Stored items
****************************************

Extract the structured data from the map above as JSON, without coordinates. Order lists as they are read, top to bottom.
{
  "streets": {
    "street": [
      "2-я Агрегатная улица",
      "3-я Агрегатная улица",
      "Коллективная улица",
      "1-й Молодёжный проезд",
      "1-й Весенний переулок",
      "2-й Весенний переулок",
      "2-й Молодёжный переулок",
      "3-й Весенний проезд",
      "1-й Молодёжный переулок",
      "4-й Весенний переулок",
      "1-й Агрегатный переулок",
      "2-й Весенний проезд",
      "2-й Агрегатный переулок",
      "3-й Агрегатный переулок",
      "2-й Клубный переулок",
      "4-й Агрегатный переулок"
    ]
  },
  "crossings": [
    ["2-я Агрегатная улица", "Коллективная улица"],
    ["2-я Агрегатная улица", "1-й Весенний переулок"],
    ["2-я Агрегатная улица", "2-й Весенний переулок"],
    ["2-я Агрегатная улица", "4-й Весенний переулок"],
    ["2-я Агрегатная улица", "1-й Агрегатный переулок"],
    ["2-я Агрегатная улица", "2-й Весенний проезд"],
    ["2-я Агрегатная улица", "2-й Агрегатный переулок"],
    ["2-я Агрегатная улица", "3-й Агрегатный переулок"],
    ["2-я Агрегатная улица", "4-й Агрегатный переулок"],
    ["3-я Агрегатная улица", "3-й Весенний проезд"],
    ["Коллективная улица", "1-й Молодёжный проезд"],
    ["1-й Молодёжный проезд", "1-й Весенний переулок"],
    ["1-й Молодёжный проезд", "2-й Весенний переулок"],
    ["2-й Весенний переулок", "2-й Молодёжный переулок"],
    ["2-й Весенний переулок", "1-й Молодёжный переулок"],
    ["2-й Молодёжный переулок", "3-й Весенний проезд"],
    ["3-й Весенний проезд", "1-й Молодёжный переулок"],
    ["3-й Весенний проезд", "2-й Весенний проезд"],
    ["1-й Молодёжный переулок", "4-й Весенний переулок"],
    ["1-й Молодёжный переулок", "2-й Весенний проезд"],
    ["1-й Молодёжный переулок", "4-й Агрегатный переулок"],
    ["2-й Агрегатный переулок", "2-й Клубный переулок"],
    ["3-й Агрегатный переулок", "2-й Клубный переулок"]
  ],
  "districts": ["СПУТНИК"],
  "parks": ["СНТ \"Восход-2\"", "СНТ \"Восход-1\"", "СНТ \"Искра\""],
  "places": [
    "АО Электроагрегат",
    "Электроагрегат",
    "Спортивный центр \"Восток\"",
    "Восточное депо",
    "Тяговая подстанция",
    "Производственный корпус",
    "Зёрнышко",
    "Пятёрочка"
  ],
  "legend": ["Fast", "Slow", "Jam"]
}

****************************************

None of the records may be omitted; each is to be printed exactly.

Extract the structured data from the map above as JSON, without coordinates. Order lists as they are read, top to bottom.
{
  "streets": {
    "street": [
      "2-я Агрегатная улица",
      "3-я Агрегатная улица",
      "Коллективная улица",
      "1-й Молодёжный проезд",
      "1-й Весенний переулок",
      "2-й Весенний переулок",
      "2-й Молодёжный переулок",
      "3-й Весенний проезд",
      "1-й Молодёжный переулок",
      "4-й Весенний переулок",
      "1-й Агрегатный переулок",
      "2-й Весенний проезд",
      "2-й Агрегатный переулок",
      "3-й Агрегатный переулок",
      "2-й Клубный переулок",
      "4-й Агрегатный переулок"
    ]
  },
  "crossings": [
    ["2-я Агрегатная улица", "Коллективная улица"],
    ["2-я Агрегатная улица", "1-й Весенний переулок"],
    ["2-я Агрегатная улица", "2-й Весенний переулок"],
    ["2-я Агрегатная улица", "4-й Весенний переулок"],
    ["2-я Агрегатная улица", "1-й Агрегатный переулок"],
    ["2-я Агрегатная улица", "2-й Весенний проезд"],
    ["2-я Агрегатная улица", "2-й Агрегатный переулок"],
    ["2-я Агрегатная улица", "3-й Агрегатный переулок"],
    ["2-я Агрегатная улица", "4-й Агрегатный переулок"],
    ["3-я Агрегатная улица", "3-й Весенний проезд"],
    ["Коллективная улица", "1-й Молодёжный проезд"],
    ["1-й Молодёжный проезд", "1-й Весенний переулок"],
    ["1-й Молодёжный проезд", "2-й Весенний переулок"],
    ["2-й Весенний переулок", "2-й Молодёжный переулок"],
    ["2-й Весенний переулок", "1-й Молодёжный переулок"],
    ["2-й Молодёжный переулок", "3-й Весенний проезд"],
    ["3-й Весенний проезд", "1-й Молодёжный переулок"],
    ["3-й Весенний проезд", "2-й Весенний проезд"],
    ["1-й Молодёжный переулок", "4-й Весенний переулок"],
    ["1-й Молодёжный переулок", "2-й Весенний проезд"],
    ["1-й Молодёжный переулок", "4-й Агрегатный переулок"],
    ["2-й Агрегатный переулок", "2-й Клубный переулок"],
    ["3-й Агрегатный переулок", "2-й Клубный переулок"]
  ],
  "districts": ["СПУТНИК"],
  "parks": ["СНТ \"Восход-2\"", "СНТ \"Восход-1\"", "СНТ \"Искра\""],
  "places": [
    "АО Электроагрегат",
    "Электроагрегат",
    "Спортивный центр \"Восток\"",
    "Восточное депо",
    "Тяговая подстанция",
    "Производственный корпус",
    "Зёрнышко",
    "Пятёрочка"
  ],
  "legend": ["Fast", "Slow", "Jam"]
}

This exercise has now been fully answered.